Tempting the Universe

Remember a few days ago when I posted that I sometimes get tired of writing about education and learning?    I ended by saying:

So I’ll keep writing about what we do.  And what we don’t do.  Because maybe there’s a parent out there who needs to hear it, even if I don’t so much anymore.

Apparently the Universe took that as a challenge.   Really?  So secure are you that you don’t need to be reassured your path is the right one?   (In my head, the Universe kind of sounds like Yoda.)

How else to explain the fact that over the last 72 hours I’ve had more people telling me about homeschoolers who are going into schools, or whose parents plan to send them to schools, than I can remember since Maya was born?      And even though I also said a few days ago that I’ve got nothing against the decision to enter school and that each family must do what’s best for them,  hearing that one of our long time homeschooled friends will be entering middle school in just a few weeks kept me up last night.    (In fairness to the family, they have also told their daughter that if she doesn’t enjoy it, she can come back out and return to homeschooling.)

I think the reason it kept me up was that for me, not sending my kids to school is not a stop-gap measure; not temporary.   I am not trying to give them a good ‘base’ so that they will do better in a prestigious middle or high school.    And I guess I assumed (oh, the trouble assumptions cause) that all the people I know who homeschool or unschool their kids feel the same way.   Turns out I may be in the minority.   A place I should be very familiar with by now, but in which I am continually surprised to find myself.    I didn’t forego sending my kids to school because we live in a horrible school district.   The public school just around the corner from where we live is said to be one of the best.  (Of course, everyone I talk to says they live near one of the best public schools in the city, so take that with a grain of salt.)   It was not for lack of private school options;  Waldorf, Montessori, Steiner, you name it and it’s available here in the city.   It was because the more I read about our system of schooling juxtaposed with the way children actually learn – from authors like John Holt and John Taylor Gatto – the more sense it made to stay away from any school.

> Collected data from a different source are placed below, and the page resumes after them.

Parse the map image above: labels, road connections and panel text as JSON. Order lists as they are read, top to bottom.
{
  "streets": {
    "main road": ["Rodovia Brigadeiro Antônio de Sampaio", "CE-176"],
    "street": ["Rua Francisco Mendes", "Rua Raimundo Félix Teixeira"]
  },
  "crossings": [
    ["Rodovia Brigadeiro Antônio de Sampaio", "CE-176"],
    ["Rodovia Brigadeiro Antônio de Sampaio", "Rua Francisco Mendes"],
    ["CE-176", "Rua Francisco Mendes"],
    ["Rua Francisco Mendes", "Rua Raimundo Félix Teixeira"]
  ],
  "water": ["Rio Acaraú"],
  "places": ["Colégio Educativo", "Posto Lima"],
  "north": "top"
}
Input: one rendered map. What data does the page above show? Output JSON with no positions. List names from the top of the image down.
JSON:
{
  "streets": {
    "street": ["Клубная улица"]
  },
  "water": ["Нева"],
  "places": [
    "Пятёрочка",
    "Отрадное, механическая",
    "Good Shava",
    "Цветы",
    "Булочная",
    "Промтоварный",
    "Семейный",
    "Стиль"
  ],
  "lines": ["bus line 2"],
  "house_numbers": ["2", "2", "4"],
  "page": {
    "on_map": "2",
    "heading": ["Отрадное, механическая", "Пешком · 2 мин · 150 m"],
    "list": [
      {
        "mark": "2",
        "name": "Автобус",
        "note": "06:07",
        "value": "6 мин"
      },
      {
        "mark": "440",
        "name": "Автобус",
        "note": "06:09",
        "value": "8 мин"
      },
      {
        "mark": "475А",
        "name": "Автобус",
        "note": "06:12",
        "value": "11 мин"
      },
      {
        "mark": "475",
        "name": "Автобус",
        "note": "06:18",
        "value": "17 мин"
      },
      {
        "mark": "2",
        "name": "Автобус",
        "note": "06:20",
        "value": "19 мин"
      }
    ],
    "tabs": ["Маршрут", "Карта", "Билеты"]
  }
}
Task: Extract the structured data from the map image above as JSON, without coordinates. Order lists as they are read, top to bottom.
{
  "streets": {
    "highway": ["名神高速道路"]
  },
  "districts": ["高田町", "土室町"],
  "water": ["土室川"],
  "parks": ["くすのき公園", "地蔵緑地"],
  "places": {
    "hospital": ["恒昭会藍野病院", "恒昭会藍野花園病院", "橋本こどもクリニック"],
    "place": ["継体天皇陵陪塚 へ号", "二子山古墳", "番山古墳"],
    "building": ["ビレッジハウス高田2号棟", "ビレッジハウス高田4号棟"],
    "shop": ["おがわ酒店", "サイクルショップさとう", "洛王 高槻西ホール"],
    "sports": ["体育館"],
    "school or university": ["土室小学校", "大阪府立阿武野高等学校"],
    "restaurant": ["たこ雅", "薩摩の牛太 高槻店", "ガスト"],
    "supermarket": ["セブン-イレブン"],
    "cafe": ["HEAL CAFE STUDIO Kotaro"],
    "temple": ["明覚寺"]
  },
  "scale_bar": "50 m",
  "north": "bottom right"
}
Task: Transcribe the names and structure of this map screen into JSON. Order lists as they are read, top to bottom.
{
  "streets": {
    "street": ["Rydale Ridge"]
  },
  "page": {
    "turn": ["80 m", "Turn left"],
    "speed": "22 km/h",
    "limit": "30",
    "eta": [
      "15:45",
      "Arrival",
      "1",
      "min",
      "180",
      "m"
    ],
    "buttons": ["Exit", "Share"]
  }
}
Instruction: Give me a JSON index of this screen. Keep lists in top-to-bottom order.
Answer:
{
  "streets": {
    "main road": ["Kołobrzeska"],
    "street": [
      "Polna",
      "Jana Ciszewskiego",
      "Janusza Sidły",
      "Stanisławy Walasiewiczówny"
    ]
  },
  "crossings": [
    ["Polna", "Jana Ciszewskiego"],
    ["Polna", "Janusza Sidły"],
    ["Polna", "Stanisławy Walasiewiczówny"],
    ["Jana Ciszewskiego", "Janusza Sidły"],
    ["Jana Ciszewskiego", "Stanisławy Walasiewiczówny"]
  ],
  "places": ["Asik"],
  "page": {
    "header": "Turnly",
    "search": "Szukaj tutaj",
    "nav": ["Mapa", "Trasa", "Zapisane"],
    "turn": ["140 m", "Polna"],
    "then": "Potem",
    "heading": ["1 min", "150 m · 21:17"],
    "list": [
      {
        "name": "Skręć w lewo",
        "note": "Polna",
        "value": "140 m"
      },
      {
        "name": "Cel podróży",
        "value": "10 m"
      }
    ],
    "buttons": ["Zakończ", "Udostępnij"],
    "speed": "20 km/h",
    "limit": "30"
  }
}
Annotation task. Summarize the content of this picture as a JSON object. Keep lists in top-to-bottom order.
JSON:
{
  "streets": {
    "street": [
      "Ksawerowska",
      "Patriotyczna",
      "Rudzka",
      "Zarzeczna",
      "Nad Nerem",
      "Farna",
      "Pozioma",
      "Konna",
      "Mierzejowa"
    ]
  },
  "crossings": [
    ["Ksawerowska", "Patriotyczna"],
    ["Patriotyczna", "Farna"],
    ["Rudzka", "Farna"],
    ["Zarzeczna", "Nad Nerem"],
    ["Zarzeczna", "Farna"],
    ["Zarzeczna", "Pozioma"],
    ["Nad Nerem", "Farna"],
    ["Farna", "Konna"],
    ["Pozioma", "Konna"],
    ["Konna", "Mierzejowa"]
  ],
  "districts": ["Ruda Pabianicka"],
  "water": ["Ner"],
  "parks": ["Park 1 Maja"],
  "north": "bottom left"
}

This week I feel like my beliefs in that regard have me swimming upstream against a heavy current.   But I think I would rather swim upstream than go with the flow when it comes to my kids’ learning.   The factory system of schooling just doesn’t cut it in any way, no matter how high the test scores from a particular school may be.    I don’t care if my kids score high on tests; I want them to score high in their lives.   Maybe that means they’ll own their own business, or be entrepreneurs or artists;  or maybe they’ll find a company they love and work there.   Maybe they’ll eventually choose to stay at home and raise their own kids.     My view is that schools, even when they have the best of intentions, often if not always succeed in limiting children by using a standardized assessment and then labeling them accordingly.    Ryan Blair, a wildly successful entrepreneur and author of Nothing to Lose, Everything to Gain, had this to say about his own schooling:

As a product of Los Angeles’s public school system, in a state with the highest dropout rate in the nation (about 20 percent), I can tell you from personal experience that some of our brightest minds are being misidentified because of a one-size-fits-all learning environment. Because I had ADD and dyslexia I never got past the 9th grade.

Hey you know what?   I feel better after writing this.  Bring it on, Universe!  Give me all the pro-schooling stories you can muster.   I can take it.   And I’ll continue to allow my kids to learn through the classroom of life.   There’s still no school that can match it.